# Is This A Good Vinyl Cutter? EnduraCut Plus 24



## skunk (Feb 26, 2007)

hello everyone i'm looking for avinyl cutter and happened to come across this website anyone recommend it?

EnduraCUT 24" Desktop Vinyl Sign Cutter Packages


----------



## Coyote (Nov 15, 2006)

*Re: Is This A Good Vinyl Cutter?*

I bought a EnduraCut Plus 24" cutter from them as a back-up. I don't like it near as much as my QE-60 (also from Sign Warehouse). The EnduraCut is slower, louder, and harder to load. It works as a back-up, but I wouldn't use it as my primary cutter.

I really like the QE-60 and have been very happy with the #4 package. I found the software powerful and easy to use. The Master Plus version has a features that the other versions don't have that I use all the time. Make sure you compare versions.

However, even though I really like the QE-60, I wish I would have gotten the Roland 24". Apparently Imprintables Warehouse has some deals for Forum Members so you might want to check them out before committing.

...Mat


----------



## tcrowder (Apr 27, 2006)

*Re: Is This A Good Vinyl Cutter?*



skunk said:


> hello everyone i'm looking for avinyl cutter and happened to come across this website anyone recommend it?
> 
> EnduraCUT 24" Desktop Vinyl Sign Cutter Packages


Here you go: eBay: EnduraCut Plus 24" Vinyl Cutter Plotter Sign Equipment (item 320084608998 end time Mar-01-07 16:08:49 PST)


Get the Enduracut Plus from them for the same price as the Enduracut. I bought the Enduracut Plus and am very happy with it. It's 300 cheaper than buying from thier website!


----------



## skunk (Feb 26, 2007)

*Re: Is This A Good Vinyl Cutter?*

I Want A Vinyl Cutter Around 1000 Dollars What's The Best Vinyl Cutter I Can Get For That Price?


----------



## Rodney (Nov 3, 2004)

*Re: Is This A Good Vinyl Cutter?*



skunk said:


> I Want A Vinyl Cutter Around 1000 Dollars What's The Best Vinyl Cutter I Can Get For That Price?

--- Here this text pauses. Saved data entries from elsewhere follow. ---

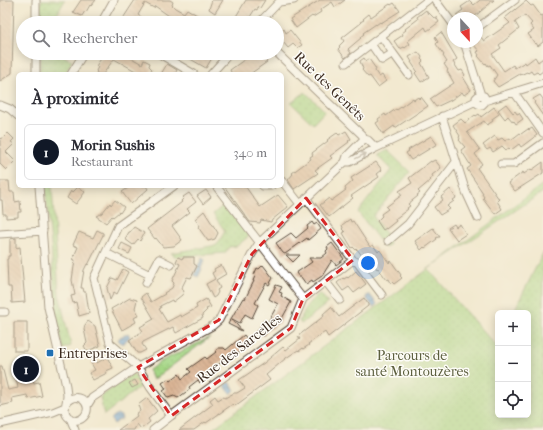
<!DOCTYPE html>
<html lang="fr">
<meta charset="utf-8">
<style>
:root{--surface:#fff;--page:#f7f7f7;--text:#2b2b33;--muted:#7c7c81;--line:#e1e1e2;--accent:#111827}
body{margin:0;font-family:"IM FELL French Canon",serif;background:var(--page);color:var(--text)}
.controls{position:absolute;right:12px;bottom:12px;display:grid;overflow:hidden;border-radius:6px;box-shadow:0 2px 10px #0003}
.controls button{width:36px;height:36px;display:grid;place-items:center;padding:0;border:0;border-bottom:1px solid var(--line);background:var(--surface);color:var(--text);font:20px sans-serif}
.compass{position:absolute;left:447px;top:12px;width:36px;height:36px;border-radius:50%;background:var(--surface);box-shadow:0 2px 10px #0003;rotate:158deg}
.you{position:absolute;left:368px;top:263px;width:14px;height:14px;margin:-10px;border:3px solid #fff;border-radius:50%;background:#1a73e8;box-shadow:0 0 0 6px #1a73e833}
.badge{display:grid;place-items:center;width:26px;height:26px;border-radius:50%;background:var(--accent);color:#fff;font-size:13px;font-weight:700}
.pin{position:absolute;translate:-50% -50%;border:2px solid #fff;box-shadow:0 1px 4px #0006}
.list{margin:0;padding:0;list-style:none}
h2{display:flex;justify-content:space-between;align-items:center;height:52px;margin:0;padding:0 16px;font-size:17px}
h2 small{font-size:13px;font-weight:400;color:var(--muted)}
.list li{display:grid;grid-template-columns:26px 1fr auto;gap:12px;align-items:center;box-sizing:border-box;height:56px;margin:0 8px 8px;padding:0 8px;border:1px solid var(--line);border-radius:6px}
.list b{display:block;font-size:15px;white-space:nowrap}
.list p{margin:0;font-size:13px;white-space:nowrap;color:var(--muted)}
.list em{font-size:13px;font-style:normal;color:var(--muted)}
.icon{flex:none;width:22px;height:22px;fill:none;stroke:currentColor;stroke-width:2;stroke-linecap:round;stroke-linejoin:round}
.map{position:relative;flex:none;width:543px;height:430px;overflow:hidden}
.search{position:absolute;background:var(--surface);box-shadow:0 2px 10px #0003;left:16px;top:16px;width:268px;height:44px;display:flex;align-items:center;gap:10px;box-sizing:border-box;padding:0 14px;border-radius:22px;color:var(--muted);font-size:15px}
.panel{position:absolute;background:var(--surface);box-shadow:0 2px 10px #0003;left:16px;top:72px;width:268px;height:116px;border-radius:6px}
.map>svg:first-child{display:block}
.green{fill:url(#green-dots);stroke:#708052}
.water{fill:url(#water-rules);stroke:#54687d}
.building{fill:url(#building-back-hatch)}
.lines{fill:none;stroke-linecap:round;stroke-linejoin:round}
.minor-casing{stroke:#564739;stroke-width:9}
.minor{stroke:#fff;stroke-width:7}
.oneway{stroke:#a79f9a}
.marked{fill:none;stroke:#d62828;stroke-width:3;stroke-dasharray:8 5;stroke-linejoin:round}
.poi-dot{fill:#1f6fb2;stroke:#fdfcf7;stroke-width:1.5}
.labels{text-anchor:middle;stroke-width:3;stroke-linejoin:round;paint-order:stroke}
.street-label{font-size:14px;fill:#3b2a1e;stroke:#fdfcf7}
.poi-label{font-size:14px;fill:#3b2a1e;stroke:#fdfcf7;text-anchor:start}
.park-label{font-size:14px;fill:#5b5e3d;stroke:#fdfcf7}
</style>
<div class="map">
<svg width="543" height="430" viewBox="0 0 543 430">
<defs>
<pattern id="green-dots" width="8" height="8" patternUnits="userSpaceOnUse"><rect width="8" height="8" fill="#a5d685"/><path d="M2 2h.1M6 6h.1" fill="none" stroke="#8fb872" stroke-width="1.8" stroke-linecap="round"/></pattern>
<pattern id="water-rules" width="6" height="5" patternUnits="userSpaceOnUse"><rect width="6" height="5" fill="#6ea5dc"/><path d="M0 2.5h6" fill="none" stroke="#5c87b2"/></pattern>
<pattern id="building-back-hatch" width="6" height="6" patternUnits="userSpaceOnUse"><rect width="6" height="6" fill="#dbb595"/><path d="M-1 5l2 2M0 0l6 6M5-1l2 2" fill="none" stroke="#b39379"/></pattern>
</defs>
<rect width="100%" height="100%" fill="#fdfcf7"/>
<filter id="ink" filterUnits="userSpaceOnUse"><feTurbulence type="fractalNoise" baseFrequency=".025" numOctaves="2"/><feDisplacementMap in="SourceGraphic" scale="8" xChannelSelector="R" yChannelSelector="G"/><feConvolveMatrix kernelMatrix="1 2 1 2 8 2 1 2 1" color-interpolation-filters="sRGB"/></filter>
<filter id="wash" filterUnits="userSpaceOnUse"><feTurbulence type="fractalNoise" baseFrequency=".012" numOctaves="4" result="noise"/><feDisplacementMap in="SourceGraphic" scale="16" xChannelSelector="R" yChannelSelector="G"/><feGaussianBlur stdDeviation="0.9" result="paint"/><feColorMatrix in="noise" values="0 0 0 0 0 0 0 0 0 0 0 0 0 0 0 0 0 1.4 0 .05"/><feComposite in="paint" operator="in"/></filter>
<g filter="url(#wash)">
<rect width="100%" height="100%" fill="#f2e9d0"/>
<!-- green -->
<path class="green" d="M41 0H65L52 23H40Z
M40 53H59L72 61 65 74H40Z
M305 92 325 111 313 124 291 103Z
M387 150 410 172 373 216 387 235 390 244 385 248 358 212 391 170 377 155Z
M543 184V192L428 269 496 346 498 342V415H528V313H513L543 253V430H211Z
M45 186H52L59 294 71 346 63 349 56 318 51 244Z
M225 204 249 236 237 246 229 247 225 253 176 257 171 253 217 245 225 231 213 214Z
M320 293 328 303 301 324 299 321 309 303Z
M210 337 153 380 149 370 160 362Z
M133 373 142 385 104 415 100 397Z"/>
<!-- water -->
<path class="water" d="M202 258 205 260 201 268 202 269 198 277 194 275Z
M367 295H370L377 304 373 307 366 298Z
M128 333 130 337 122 344 118 340 120 337Z
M229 382 235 390 231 394 224 385Z
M117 414 121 416 122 419 118 421 117 420V422L114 424 111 420 113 417Z"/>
<g id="blocks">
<!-- building -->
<path class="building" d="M0 0H14L12 73 0 81Z
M81 0H96L91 6 90 5 86 12 85 11 82 16 73 12Z
M135 0H170L173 2 172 5 175 8 184 13 187 9 202 18 199 23H185L181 20 179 23 155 6 154 8 145 3 138 15 150 23H120Z
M212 0H223L215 13 209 9Z
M246 0H265L260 8 258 7 257 10 255 9 246 23H232Z
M320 0H345L335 7 332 2 320 10 321 12 313 17 312 16 296 28 290 19Z
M480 0H494L474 17 473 15 469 18H459L456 15 463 10 461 7 470 1 474 5Z
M526 1 531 6 533 5 541 16 543 15V42L538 46 536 43 535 44 531 38 528 34 534 30 530 25 532 23 525 15 515 22 519 29 499 45 501 48 492 54 504 71 513 65 515 68 525 62 526 64 535 57 538 62 543 58V71L539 74 537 72 533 74 531 71 528 73 527 72 520 75V74L498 87 493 81 497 75 490 65 488 66 486 63 485 64 478 56 479 55 477 52 479 51 474 45 475 44 474 42H477V39L480 36 484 41 510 23 505 18Z
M394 3 400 11 381 23 380 22 376 25V24L363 33 364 34 360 37 361 38 348 49 351 53 345 58 338 49 340 47 339 46 344 41 342 38 361 23 360 22 364 20 363 19 369 14 371 17 374 15 390 4 391 5Z
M426 10 428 14 429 13 434 18 436 17 439 22 427 31 425 27 408 41 410 44 405 48 404 47 400 49 394 41 403 35 402 33 406 30 405 29 418 19 417 17Z
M277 24 282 31 284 29 286 33 290 30 302 45 297 48 293 44 288 48 283 42 281 43 277 39Z
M441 32 457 59 453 62 459 71 462 70 465 75 463 77 471 90 464 95 462 92 451 100 436 107 430 99 454 83 447 71 448 70 444 64 447 62 443 56 444 55 436 44 438 42 435 37Z
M418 52 422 57 421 59 423 61 421 63 429 77 421 82 415 73 417 71 411 62H412L409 57Z
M105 53H123L142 64 144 60 150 63 149 66 152 69 149 74H141L114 59 103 74H96L97 72 96 71 98 67 96 66Z
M180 53H204L212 58 206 68Z
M246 53H260L267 62 250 74H232L230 70 248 57Z
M364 58 366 61 369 59 376 69 375 71 379 77 382 75 386 81 378 87 370 76 368 77 362 70 363 69 360 61Z
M167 64 177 70 175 74H161Z
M540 95 543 99V116L534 103 535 102 533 99Z
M418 97 419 99 421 97 428 106 395 128 394 126 383 134 376 123 379 121 378 119 385 114 386 116 396 109 397 110 413 98 414 100Z
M506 104 513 113 515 111 517 114 519 113 523 119 516 124 514 121 513 122 508 116 505 119 498 110Z
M494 107 499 114 492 119 493 121 487 125 484 121 467 132 480 150 475 154 482 164 477 168 499 199 497 201 502 209 495 214 483 198 484 197 482 194 483 193 467 169 471 166 461 150 465 147 459 140 460 139 459 137 460 136 453 125 461 119 465 123 475 115 476 116 479 114 481 117Z
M532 128 537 135 521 147 519 144 511 150 509 148 506 150 502 146 493 152 490 148 487 150 483 145 495 136 498 140 502 138 505 141 510 138 511 140 520 133 521 134 528 129 529 130Z
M346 131 351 139 348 141 349 142 330 156 332 158 315 170 318 173 294 189 288 180 293 174 292 173 311 159 310 157 313 155 312 153 328 141 327 140 337 133 339 135Z
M8 133 14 139 11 142 14 144 6 152 15 161 6 170 0 164V139L3 138Z
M431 136 437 144 411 160 406 153 409 151 408 150Z
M435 160 441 168 432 175 433 177 430 179 431 180 418 191 420 193 417 195 418 196 408 204 410 206 407 208 408 209 395 219 396 221 386 229V228L383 230 377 221 382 216 381 214 388 209 386 207 402 195 399 191 412 183 409 178 431 161V162Z
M376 162 382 170 377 174 379 177 351 196 353 198 329 217 320 205 329 198 331 201 346 190 345 188 353 181 351 178Z
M543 162V173L515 191 508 183 523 172 524 174 531 169 532 170Z
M0 181H9L10 192H14L15 202 20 201 21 212H18V217L6 218V214H3L2 200H0Z
M131 186H146L148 189 131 204 122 192Z
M224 186H245L260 207 278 195 288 207 272 220 271 222 261 220 260 223 250 222Z
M78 187 85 192 76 204 67 198 71 191 73 192Z
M450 189 456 198 453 200 454 201 447 206 450 209 440 215 434 207 443 200 441 197Z
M206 190 211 197 203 204 197 196Z
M189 193 196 202 187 209 190 212 172 226 182 240 174 246 163 247 156 238 155 239 147 229 182 202 181 201 184 198 183 197Z
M115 200 124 207 120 213 119 212 113 217 112 216 106 223 96 216 102 213 110 203 111 205Z
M204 211 218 233 215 239 208 241 198 227 200 226 195 219Z
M350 219 351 222 353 221 370 247 373 245 378 252 380 250 389 263 391 261 401 275 400 276 402 278 394 284 392 282 391 283 389 279 387 280 378 268 377 269 374 265 372 266 368 260 366 261 357 249 356 250 353 247 352 248 343 233 345 232 342 229 343 228 342 225Z
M312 222 314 225 317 223 321 229 308 240 307 238 285 254 283 253 276 243 291 233 296 238 308 228 307 226Z
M454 224 456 227 460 224 466 234 457 240 448 228Z
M134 227 144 233 140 241 138 239 133 245 125 239 129 232H130Z
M433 228 440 237H438L436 238 437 239 425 248 424 247 421 250 415 241Z
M97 230 103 233V235L88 265 87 264 84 270 81 288H83L84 292H86L89 313 79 316 76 302 73 303 71 296 75 295 72 280 75 260 73 259 78 247 73 245 79 232 93 238Z
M16 238V248L20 247 25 302 12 303 11 287H8L7 259H8V256H10V239Z
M122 243 132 248 129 254 119 249Z
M332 243 344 259 336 265 332 260 322 276 313 282 312 280 306 284 301 277H299L296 273 312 262 309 258H321L327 253 326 251 328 249 327 247Z
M286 255H300L293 262Z
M178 257 182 259 183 257H194V264L197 266 191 278 187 277 181 289 184 291 182 295 173 302 172 300 160 306 161 308 159 309 167 322 180 315 181 317 197 308 196 305 206 299 211 307 206 309 207 310 202 315 203 318 192 324 176 333 173 327 143 342 142 344 146 350 140 353H137L129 340 143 331 140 327 154 319 141 297 146 293 151 302 165 294 164 293 172 288 174 283 172 281 180 264 176 262Z
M221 265 226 274 216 280 220 288 217 290 218 292 216 296 213 298 206 284 215 279 212 273 215 271 214 269Z
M263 265 273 278 269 285 266 283 255 303 258 305 252 318 245 314 240 323 232 319 242 331 228 324 243 298 245 299 254 281H253L255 276 254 275 257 268 259 269Z
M123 269 128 272 117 294 114 292 110 300 107 288 112 278 117 280Z
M356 271 366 284 354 293 349 287 343 291 337 283 343 278 344 279 347 277 348 278Z
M276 285 282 287 279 292 282 293 281 296 291 302 279 324 277 323 272 329 270 328 269 329H268L264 336 257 332 264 320 268 322 278 304 269 299Z
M130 298 137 300 135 308 139 315 134 318 136 322 122 330 111 309Z
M364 298 368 304V306L328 337 325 332 308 344 309 345 303 349V348L299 351 298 350 286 358 266 375 270 380 235 406 233 404 230 406 206 423 205 422 194 430H179L213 404 210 400 215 396 218 400 223 397 225 398 234 393H237L245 388 239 380 264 363 283 347 286 350 300 339 298 336 324 316 323 314 331 307 339 317Z
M88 321 95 326 100 346 87 351 84 346 87 343 84 329 85 325Z
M14 322H27V351H14Z
M244 335 251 344 237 354 235 352 207 373 209 376 200 383 198 380 189 387 190 389 178 398 174 396 168 398 163 391 166 389 162 383 168 379 170 381 179 374 182 379 191 372 188 369 205 357 207 359 216 352 215 351 219 348H224L226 350Z
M107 357 113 368 106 371 107 373 93 380 89 373 95 370 91 363 96 360 97 363Z
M29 363 34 383 39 382 42 396 28 399 27 395 12 398 13 403 0 406V366H2L8 390 18 388 14 367Z
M135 380 138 385 132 388 129 383Z
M147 398 157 411 148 419 150 422 141 429 137 424 134 430H118L137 416 136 414 140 411 138 405Z"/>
</g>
</g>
<g filter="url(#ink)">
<use href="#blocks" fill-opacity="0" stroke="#564739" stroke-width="1"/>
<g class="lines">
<defs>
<path id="minor" d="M281 0 279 2 294 0
M435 0 453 24
M36 23V0
M101 23 114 0
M259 23 279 2
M477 28 515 0
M464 42 481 95
M371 44 382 60 393 53 381 36
M158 53 194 74
M277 53 362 135 364 139
M393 53 409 75
M346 63 428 0
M36 74V53
M71 74 84 53
M211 74 230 53
M514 92 543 133
M485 101 543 83
M0 105 10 109 18 116
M442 116 466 192 478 218
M364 139 368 140 376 148
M345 162H350L376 148 476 101V98L479 95 484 96 485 98V102L482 105 478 104 476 101
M501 164H514L543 143
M282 181 300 204
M39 186 48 307 66 386C66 389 67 393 67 396 67 403 62 411 68 417 79 428 96 410 82 399 76 396 70 398 66 403
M174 186 118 226 94 278 110 343 138 367 150 387 171 416 291 328 303 299 216 186
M263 186H271
M306 198 353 260 357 262 382 295
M0 234 43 231
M388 241 408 224 456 162
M106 253 150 275
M326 282 340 300
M146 283 159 259 171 265
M303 299 353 260
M0 312H5
M87 406 92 398 138 367 212 326 219 320 252 254 259 243 345 162 347 156 364 139
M70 418 75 430
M0 424 53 412 65 407
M153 430 171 416"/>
</defs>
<!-- minor casing -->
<use href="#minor" class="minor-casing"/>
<!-- minor -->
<use href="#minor" class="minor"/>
</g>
<!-- one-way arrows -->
<defs><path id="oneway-shaft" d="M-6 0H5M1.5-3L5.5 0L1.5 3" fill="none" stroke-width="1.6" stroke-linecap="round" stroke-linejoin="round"/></defs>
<use class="oneway" href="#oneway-shaft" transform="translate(361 156) rotate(-26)"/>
</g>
<!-- marked area -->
<path d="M0 0H543V430H0ZM306 198 353 260 303 299 291 328 171 416 138 367 219 320 252 254Z" fill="#f2e9d0" fill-opacity=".55" fill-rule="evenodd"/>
<path class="marked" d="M306 198 353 260 303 299 291 328 171 416 138 367 219 320 252 254Z"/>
<!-- markers -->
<rect class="poi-dot" x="46" y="349" width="8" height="8" rx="2"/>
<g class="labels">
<!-- street labels -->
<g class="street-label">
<text transform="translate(330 86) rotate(44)" y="5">Rue des Genêts</text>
<text transform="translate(239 348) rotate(-38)" y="5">Rue des Sarcelles</text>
</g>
<!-- poi labels -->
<g class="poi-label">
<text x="58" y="358">Entreprises</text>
</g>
<!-- park labels -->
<g class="park-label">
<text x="412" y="360">Parcours de<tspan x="412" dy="16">santé Montouzères</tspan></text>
</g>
</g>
</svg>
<div class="controls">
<button>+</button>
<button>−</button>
<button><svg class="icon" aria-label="locate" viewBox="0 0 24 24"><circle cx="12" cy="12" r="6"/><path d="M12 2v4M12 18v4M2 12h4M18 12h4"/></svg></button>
</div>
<svg class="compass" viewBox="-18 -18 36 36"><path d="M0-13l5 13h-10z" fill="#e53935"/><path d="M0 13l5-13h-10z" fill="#7c7c81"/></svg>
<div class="you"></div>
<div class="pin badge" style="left:26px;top:369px">1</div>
<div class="search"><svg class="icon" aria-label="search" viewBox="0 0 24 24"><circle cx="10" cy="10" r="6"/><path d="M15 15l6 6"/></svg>Rechercher</div>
<section class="panel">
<h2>À proximité<small></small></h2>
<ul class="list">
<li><span class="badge">1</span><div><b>Morin Sushis</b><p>Restaurant</p></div><em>340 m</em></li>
</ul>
</section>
</div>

Is that your max budget. For a few hundred more you can get a new Roland GX-24 from imprintables.com at a discount:
http://www.t-shirtforums.com/view_imprintablesexclusive.htm

You may want to see if they have any used ones available for even less.


----------



## COEDS (Oct 4, 2006)

I seen a gx-24 in action yesterday. I own a endura cut, the gx-24 is a much beter built machine. I plan to put my endura cut on e-bay or use it as a back up and get myself a gx-24. IMHO .... GOOD Luck....JB


----------



## Coyote (Nov 15, 2006)

Remember that you need good software as well. Unless you already have good software, $1000 is not going to go too far.

...Mat


----------